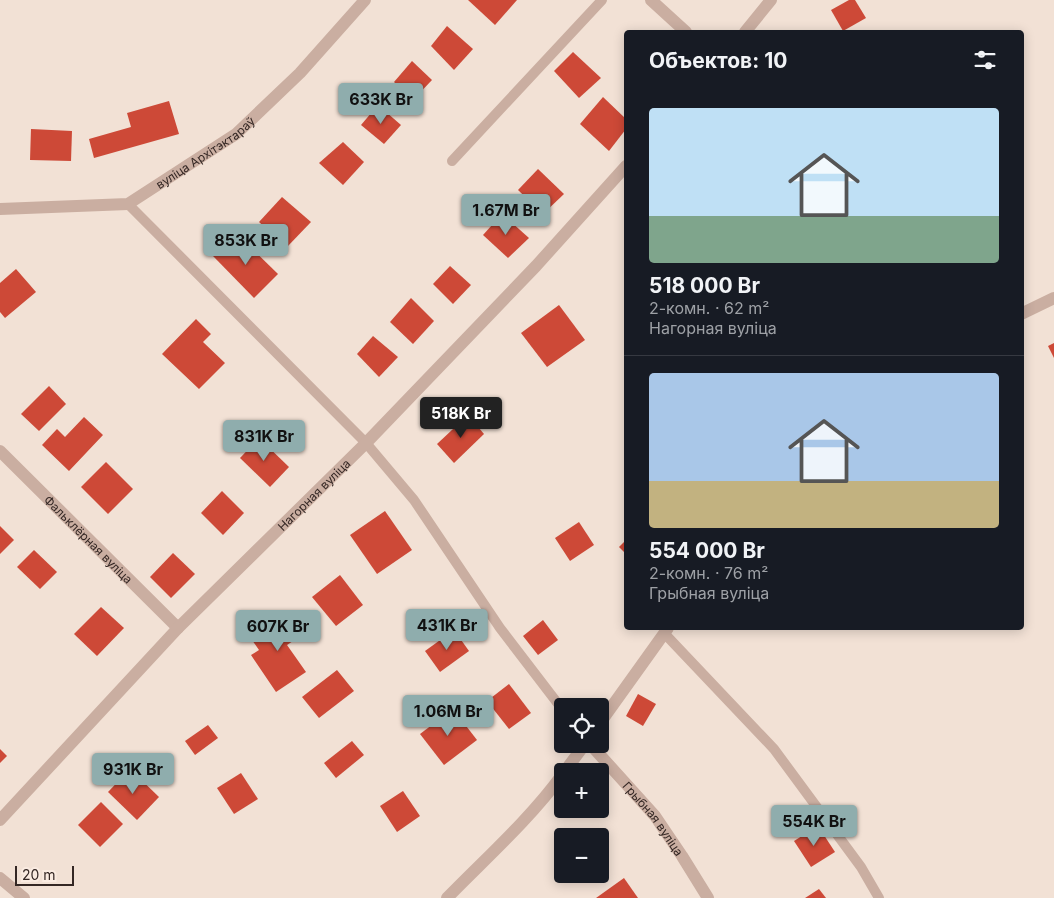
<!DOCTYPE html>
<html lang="ru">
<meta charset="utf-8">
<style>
body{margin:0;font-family:Inter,sans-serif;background:#242831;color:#f1f3f6;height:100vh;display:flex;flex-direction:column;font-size:19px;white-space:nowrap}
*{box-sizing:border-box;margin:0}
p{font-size:16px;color:#9ea1a6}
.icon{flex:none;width:28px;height:28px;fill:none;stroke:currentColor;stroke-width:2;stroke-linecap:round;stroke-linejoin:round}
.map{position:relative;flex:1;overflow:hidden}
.panel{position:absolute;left:624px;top:30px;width:400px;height:600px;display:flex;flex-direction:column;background:#171b24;border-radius:5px;box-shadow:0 2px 12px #0003}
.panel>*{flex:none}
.fabs{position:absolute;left:554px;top:698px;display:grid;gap:10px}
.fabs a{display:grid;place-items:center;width:55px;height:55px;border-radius:5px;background:#171b24;box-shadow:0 2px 12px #0003;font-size:25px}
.scale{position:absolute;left:15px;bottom:12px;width:59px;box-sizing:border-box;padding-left:5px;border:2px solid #342724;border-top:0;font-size:14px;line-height:18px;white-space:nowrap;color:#342724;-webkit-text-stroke:4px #faebe1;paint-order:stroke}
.price{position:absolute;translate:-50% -42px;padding:0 11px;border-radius:5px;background:#8fadad;color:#111;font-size:16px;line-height:32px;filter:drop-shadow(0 1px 2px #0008)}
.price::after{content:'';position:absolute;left:50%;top:30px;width:15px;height:11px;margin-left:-8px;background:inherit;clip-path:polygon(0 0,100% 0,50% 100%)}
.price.current{background:#222;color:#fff}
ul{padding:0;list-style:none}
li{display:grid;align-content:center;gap:10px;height:265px;padding:0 25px}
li+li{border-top:1px solid #363941}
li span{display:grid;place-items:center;height:155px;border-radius:5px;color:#555}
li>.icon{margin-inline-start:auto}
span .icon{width:90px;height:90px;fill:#fffc;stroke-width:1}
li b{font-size:21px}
h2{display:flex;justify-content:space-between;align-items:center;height:60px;padding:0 25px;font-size:21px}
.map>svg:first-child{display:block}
.building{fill:#cd4937}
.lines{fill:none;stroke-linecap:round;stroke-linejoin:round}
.service{stroke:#caaea1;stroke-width:10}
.minor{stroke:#caaea1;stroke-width:12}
.labels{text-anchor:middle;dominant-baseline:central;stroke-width:4;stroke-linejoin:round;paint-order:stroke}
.street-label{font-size:12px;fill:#342724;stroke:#faebe1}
</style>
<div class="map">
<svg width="1054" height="898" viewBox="0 0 1054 898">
<rect width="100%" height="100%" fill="#f2e1d5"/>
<!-- building -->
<g class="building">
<polygon points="468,0 517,0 495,25"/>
<polygon points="849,0 855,0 866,18 843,31 831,10"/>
<polygon points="447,26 473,49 454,70 431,46"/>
<polygon points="573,52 601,78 579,98 554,71"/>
<polygon points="412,61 432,80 413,100 394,82"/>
<polygon points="603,97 626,119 626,129 609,151 580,124"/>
<polygon points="169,101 179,134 94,158 89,139 131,127 127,113"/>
<polygon points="378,105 401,125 384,144 361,125"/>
<polygon points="31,129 72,131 71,161 30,160"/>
<polygon points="343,142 364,162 343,185 319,163"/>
<polygon points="538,169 564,194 543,214 518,190"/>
<polygon points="282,197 311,222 287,247 259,222"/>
<polygon points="502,214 529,238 508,258 483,235"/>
<polygon points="237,234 278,274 254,298 213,256"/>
<polygon points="450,266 471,285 453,304 433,284"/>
<polygon points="16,269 36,292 5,318 0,312 0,283"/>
<polygon points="411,298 434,321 413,344 390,322"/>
<polygon points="559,305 585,340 547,367 521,333"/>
<polygon points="196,319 211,334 203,342 225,363 199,389 162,354"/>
<polygon points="373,336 398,357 379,377 357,354"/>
<polygon points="1054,343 1054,358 1048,346"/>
<polygon points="49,386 66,404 39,431 21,414"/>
<polygon points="468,415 484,434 454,463 437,444"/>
<polygon points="84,417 103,435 69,471 42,445 57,429 65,437"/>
<polygon points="259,438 289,467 270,487 240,458"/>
<polygon points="106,462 133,489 108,514 81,487"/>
<polygon points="222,491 244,513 223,535 201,513"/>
<polygon points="385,511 412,550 377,574 350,535"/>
<polygon points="579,522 594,545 570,561 555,538"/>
<polygon points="0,526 14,540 0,554"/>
<polygon points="626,540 626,554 619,547"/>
<polygon points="34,550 57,572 40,589 17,567"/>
<polygon points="173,553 195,574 171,598 150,577"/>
<polygon points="340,575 363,605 336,626 312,597"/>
<polygon points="101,607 124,628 97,656 74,634"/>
<polygon points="286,613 302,635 287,645 306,672 276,692 251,655 259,650 250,637"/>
<polygon points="543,620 558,640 538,655 523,636"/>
<polygon points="454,630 469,651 440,672 425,651"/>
<polygon points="337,670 354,691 319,718 302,697"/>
<polygon points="509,684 531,713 509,729 487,701"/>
<polygon points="638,694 656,704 643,726 626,716"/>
<polygon points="453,709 477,740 444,765 420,734"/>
<polygon points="208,725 218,738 195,755 185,741"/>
<polygon points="352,741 364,755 336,778 324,763"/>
<polygon points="0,749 7,756 0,763"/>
<polygon points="130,769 159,797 137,820 108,792"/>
<polygon points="241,773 258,799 234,814 217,788"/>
<polygon points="403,791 420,816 397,832 380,806"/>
<polygon points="101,802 123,824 100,847 78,825"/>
<polygon points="818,826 835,852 811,867 794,841"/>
<polygon points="624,878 638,898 596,898"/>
<polygon points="819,889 826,898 805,898"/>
</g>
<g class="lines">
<!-- service -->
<g class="service">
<polyline points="452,161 602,0"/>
<polyline points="128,204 366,443 414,500 500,628 562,709"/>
<polyline points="664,633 774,749 861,867 879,898"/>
</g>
<!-- minor -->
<g class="minor">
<polyline points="651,0 686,32"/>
<polyline points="745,32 771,0"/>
<path id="s1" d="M0 209 128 204 236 134 300 73 365 0"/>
<polyline points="1021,314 1054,298"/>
<path id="s2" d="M0 451 178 628"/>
<polyline points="600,723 668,628"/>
<path id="s3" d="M590 744 655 816 682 856 708 898"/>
<polyline points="565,771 585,744"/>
<path id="s4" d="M0 820 178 628 366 443 536 266 626 166"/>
<polyline points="0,878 24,898"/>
<path d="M447 898C486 858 529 820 562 775"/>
</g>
</g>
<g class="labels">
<!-- street labels -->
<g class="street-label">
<text stroke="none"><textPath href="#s1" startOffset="221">вуліца Архітэктараў</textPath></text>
<text stroke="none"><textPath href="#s4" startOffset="452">Нагорная вуліца</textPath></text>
<text stroke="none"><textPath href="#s2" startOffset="125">Фальклёрная вуліца</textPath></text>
<text stroke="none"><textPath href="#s3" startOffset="98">Грыбная вуліца</textPath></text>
</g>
</g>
</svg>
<div class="fabs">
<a><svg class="icon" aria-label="locate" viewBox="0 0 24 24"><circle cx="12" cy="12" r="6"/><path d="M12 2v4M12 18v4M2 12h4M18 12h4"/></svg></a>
<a>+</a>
<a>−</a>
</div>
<div class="scale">20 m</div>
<b class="price" style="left:381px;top:125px">633K Br</b>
<b class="price" style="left:506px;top:236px">1.67M Br</b>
<b class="price" style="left:246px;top:266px">853K Br</b>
<b class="price current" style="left:461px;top:439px">518K Br</b>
<b class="price" style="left:264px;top:462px">831K Br</b>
<b class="price" style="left:447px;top:651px">431K Br</b>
<b class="price" style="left:278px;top:652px">607K Br</b>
<b class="price" style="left:448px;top:737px">1.06M Br</b>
<b class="price" style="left:133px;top:795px">931K Br</b>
<b class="price" style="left:814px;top:847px">554K Br</b>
<section class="panel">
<h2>Объектов: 10<svg class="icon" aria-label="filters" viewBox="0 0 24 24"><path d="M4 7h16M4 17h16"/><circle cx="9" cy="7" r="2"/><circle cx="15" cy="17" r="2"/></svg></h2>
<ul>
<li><span style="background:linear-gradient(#bfe0f5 70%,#7fa58c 0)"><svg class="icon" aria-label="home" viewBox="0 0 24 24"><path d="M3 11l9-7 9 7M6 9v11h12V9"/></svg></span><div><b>518 000 Br</b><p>2-комн. · 62 m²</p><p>Нагорная вуліца</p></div></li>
<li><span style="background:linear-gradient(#a9c7e8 70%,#c2b280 0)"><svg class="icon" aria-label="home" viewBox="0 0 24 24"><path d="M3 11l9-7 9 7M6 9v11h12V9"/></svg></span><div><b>554 000 Br</b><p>2-комн. · 76 m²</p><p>Грыбная вуліца</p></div></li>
</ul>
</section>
</div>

WHAT NEEDS TO BE DONE: What are the lines above that hold the string "solid"? Copy them.

WRITTEN SOLUTION:
.scale{position:absolute;left:15px;bottom:12px;width:59px;box-sizing:border-box;padding-left:5px;border:2px solid #342724;border-top:0;font-size:14px;line-height:18px;white-space:nowrap;color:#342724;-webkit-text-stroke:4px #faebe1;paint-order:stroke}
li+li{border-top:1px solid #363941}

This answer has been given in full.